Lind: Yes. There should be a nonpartisan non-ideological consensus in favor of adequate infrastructure. From the conservative perspective, the federal government has two and only two legitimate functions: national security and infrastructure. The first bill passed by the first Congress was an infrastructure bill. With government involvement in canals and railroads and highways, the federal government has been involved in infrastructure from the beginning. This is consistent with a free market economy, because the markets only work if there is adequate infrastructure.
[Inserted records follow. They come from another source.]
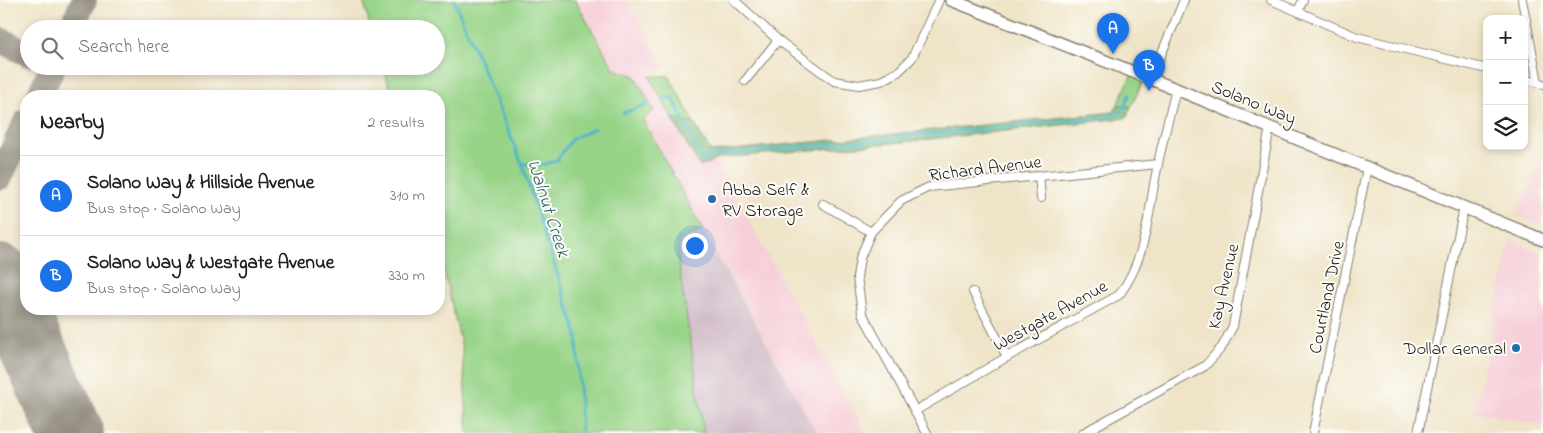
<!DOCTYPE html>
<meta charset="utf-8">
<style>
body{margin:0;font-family:"Indie Flower",sans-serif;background:#f2f2f2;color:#202124}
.controls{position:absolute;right:15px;top:15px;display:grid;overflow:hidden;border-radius:10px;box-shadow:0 2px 8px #0003}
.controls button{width:45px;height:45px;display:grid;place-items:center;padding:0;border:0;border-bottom:1px solid #e0e0e0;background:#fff;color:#202124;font:25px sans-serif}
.you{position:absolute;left:694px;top:245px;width:18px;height:18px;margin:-12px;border:4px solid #fff;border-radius:50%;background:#1a73e8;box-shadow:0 0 0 8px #1a73e833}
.badge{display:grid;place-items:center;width:32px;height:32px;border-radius:50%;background:#1a73e8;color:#fff;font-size:16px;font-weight:700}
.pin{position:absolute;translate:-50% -41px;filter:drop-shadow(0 1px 2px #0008)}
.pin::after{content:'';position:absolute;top:26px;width:18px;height:15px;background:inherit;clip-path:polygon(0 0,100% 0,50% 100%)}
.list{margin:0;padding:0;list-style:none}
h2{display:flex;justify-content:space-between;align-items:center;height:65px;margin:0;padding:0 20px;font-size:21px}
h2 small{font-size:16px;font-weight:400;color:#757577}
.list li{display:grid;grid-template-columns:32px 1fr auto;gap:15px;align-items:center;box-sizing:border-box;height:80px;padding:0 20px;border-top:1px solid #e0e0e0}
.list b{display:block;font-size:19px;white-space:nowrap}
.list p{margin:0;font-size:16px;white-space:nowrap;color:#757577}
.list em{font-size:16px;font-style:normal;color:#757577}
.icon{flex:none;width:28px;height:28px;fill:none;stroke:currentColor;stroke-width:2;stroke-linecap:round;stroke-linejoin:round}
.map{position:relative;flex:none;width:1543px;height:433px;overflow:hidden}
.search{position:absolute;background:#fff;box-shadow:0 2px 8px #0003;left:20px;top:20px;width:425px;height:55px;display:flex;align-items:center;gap:12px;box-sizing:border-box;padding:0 18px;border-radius:28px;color:#757577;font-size:19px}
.panel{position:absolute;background:#fff;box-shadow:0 2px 8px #0003;left:20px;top:90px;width:425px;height:225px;border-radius:20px}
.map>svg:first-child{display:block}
.built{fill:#f6cfd8}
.industrial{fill:#d1bdca}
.green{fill:#98d488;stroke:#5a7852}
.forest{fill:#7ab674;stroke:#4b6948}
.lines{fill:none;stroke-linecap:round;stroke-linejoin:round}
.stream{stroke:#49b4c6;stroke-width:3}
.taxiway{stroke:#868072;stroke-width:26}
.runway{stroke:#868072;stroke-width:66}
.street-casing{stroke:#868072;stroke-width:10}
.secondary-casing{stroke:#868072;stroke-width:14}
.street{stroke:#fff;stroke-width:8}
.secondary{stroke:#fff;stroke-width:11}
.poi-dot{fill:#1f6fb2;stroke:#fdfcf7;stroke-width:2}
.labels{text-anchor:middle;stroke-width:4;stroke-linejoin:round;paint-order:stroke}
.street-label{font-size:18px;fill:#1c1c1c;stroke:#fdfcf7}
.poi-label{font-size:18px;fill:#1c1c1c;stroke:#fdfcf7;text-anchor:start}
.water-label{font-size:19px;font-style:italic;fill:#306068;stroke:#fdfcf7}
</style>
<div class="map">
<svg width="1543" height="433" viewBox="0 0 1543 433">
<rect width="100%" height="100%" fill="#fdfcf7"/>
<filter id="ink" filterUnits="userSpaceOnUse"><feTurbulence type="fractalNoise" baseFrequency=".02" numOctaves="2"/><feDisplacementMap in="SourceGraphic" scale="10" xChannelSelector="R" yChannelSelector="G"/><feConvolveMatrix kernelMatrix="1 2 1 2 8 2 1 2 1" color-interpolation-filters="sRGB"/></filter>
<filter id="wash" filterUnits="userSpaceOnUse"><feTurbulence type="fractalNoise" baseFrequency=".0096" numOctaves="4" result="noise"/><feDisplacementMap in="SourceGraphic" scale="20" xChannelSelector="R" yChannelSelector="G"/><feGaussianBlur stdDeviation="1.12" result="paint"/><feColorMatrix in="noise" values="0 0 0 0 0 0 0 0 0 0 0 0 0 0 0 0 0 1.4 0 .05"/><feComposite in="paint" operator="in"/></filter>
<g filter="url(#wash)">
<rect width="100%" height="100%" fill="#efe4c8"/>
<!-- built -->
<g class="built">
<path d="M 576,0 L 626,0 L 665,67 L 649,76 L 700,167 L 716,161 L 866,433 L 817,433 L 643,120 L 654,111 L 635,76 L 614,69 Z"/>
<path d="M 1539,165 L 1543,166 L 1543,225 L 1517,215 Z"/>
<path d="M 1510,240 L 1543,254 L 1543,426 L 1475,412 Z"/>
</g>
<!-- industrial -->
<path class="industrial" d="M 703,230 L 817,433 L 704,433 L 678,260 L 679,240 Z"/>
<!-- green -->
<g class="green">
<path d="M 363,0 L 575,0 L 614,69 L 635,76 L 654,111 L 643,120 L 703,230 L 679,240 L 678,259 L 704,433 L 468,433 L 462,348 L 439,250 L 439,96 L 392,96 L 383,66 L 436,66 L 436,29 L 371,29 Z"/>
<path d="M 1133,72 L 1145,77 L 1131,107 L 1118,104 Z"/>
<path d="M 649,76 L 669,76 L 695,124 L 672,118 Z"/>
</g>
<!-- forest -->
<path class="forest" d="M 1118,104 L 1131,107 L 1126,118 L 904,142 L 720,158 L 700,167 L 672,118 L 695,124 L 711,152 L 1114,112 Z"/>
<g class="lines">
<!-- stream -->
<g class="stream">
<path d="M 454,0 L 522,164 L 577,335 L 581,433"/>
<path d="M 665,98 L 673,98 L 702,160 L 717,155 L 1105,117 C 1123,114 1123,112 1129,95"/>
<path d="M 623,113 L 646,105"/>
<path d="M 522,164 L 547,164 L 557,160 L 572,139 L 595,128"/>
</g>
<!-- taxiway -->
<g class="taxiway">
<path d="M 71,29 L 84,0"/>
<path d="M 0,40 L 29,54"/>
<path d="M 39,96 L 53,66"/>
<path d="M 0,177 L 26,122"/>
</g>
<!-- runway -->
<path class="runway" d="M 0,277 L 71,433"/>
</g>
</g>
<g filter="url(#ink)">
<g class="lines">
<!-- street casing -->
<g class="street-casing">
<g id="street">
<path d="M 734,0 L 778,40 L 834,81 L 859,85 L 881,81 L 898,72 L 912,58 L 939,0"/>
<path d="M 1271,0 L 1357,37 L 1487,69"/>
<path d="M 1522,0 L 1538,82"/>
<path d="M 1298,11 L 1303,0"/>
<path d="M 1151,79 L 1184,0"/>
<path d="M 1524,79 L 1543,84"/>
<path d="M 745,81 L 778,40"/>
<path d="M 1039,175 L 1041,198"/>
<path d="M 823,204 L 871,232"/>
<path d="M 973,292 L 1007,357"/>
<path d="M 915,411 L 1007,357 L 1119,295 C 1148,257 1148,209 1158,164 C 1163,139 1170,114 1176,89"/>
<path d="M 927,433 L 862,313 L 857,277 L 860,258 L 871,232 L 901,201 L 929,187 L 1158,164"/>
<path d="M 1083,433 L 1205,366 L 1222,347 L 1233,326 L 1270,127"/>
<path d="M 1313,433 L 1367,168"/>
<path d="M 1418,433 L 1464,207"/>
</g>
</g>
<!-- secondary casing -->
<g class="secondary-casing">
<path id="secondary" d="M 951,0 L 1176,89 L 1543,240"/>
</g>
<!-- street -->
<use href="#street" class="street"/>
<!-- secondary -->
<use href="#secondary" class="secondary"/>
</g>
</g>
<!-- markers -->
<g class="poi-dot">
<circle cx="712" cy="199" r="5"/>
<circle cx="1516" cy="348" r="5"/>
</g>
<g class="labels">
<!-- street labels -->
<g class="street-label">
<text transform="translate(1254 102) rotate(22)" y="6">Solano Way</text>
<text transform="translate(985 168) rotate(-7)" y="6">Richard Avenue</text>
<text transform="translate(1223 286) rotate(-77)" y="6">Kay Avenue</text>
<text transform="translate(1326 297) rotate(-78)" y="6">Courtland Drive</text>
<text transform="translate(1050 315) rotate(-29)" y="6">Westgate Avenue</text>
</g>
<!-- poi labels -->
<g class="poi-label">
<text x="722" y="195">Abba Self &amp;<tspan x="722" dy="21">RV Storage</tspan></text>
<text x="1506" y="354" text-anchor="end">Dollar General</text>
</g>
<!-- water labels -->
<g class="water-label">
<text transform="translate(550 208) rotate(72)" y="7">Walnut Creek</text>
</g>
</g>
</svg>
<div class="controls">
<button>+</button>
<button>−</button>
<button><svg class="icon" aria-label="layers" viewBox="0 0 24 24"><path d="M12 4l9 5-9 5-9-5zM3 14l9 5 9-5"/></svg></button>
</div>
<div class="you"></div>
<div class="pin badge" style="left:1113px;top:54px">A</div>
<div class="pin badge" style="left:1149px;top:91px">B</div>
<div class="search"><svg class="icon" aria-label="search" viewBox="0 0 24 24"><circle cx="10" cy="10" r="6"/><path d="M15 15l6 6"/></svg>Search here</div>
<section class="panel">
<h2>Nearby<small>2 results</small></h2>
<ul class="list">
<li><span class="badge">A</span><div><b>Solano Way &amp; Hillside Avenue</b><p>Bus stop · Solano Way</p></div><em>310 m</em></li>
<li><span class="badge">B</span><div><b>Solano Way &amp; Westgate Avenue</b><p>Bus stop · Solano Way</p></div><em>330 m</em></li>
</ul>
</section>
</div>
More specifically to the current time, conservatives do not enjoy being stuck in traffic any more than liberals. We may be in a Mercedes or Jaguar instead of a Neon, but [traffic] still isn’t fun. So when high quality transportation is offered — meaning rail, not bus — conservatives are using it. If you look at the demographics of rail transit riders. what you see is that a lot of the people on board are conservatives. if you look at the ridership on Metra around Chicago, in some counties the average income of people on trains is higher than people driving alone to work. You are turning waste time into time when you could be productive. So the fact is that where high quality transportation is provided, conservatives use it. But there isn’t much rail transit in this country for us to use.

I: It sounds like your definition of “conservative” basically means “wealthy people.” What about conservatives who aren’t necessarily Jaguar-drivers?

L: The fact is that most conservatives own cars. They have sufficient money that they own cars. which means that if they ride transit they ride from choice, not necessity. Which means they want high quality transit, not just something to get around. So the transit that is relative to conservatives is that which is relevant to people with cars — I would rather take transit than drive to work.

I: Does your support for trains extend to high speed rail?

L: High speed rail is an entirely different question. We’re talking commuter trains, light rail, and streetcar. We are very much in favor of inner city rail. But high speed is a chimera. High speed means 250 miles an hour. All the other countries that have created true high speed rail have a dense network of passenger trains. We have nothing. We have Amtrak, which is almost useless — one train passing through, usually in the middle of the night and running late.

What we want to see is building up a network of higher-speed regular trains that becomes dense enough that you can actually use it, and then adding bus service that would connect the largest part of the county to the nearest train — so, like at one time in the U.S., you could get from any point in the country to any other point in the country without driving or getting on a plane. Seventy, eighty years ago a number of steam railroads were running at over 100 miles an hour. But after World War II the government slapped speed limits on passenger trains. We want to make trains that are time competitive with the automobile - we’re not interested in competing with air travel. Our fuel dependence is seated on cars, not planes. So we want trains running at speeds of up to 110 miles an hour — all of which we had with steam trains in the 1930s.

I: So what you’re advocating is more, and faster Amtrak.

L: More passenger trains, more Amtrak trains, on more routes, more trains on existing routes, running at speeds that make the time competitive with the automobile.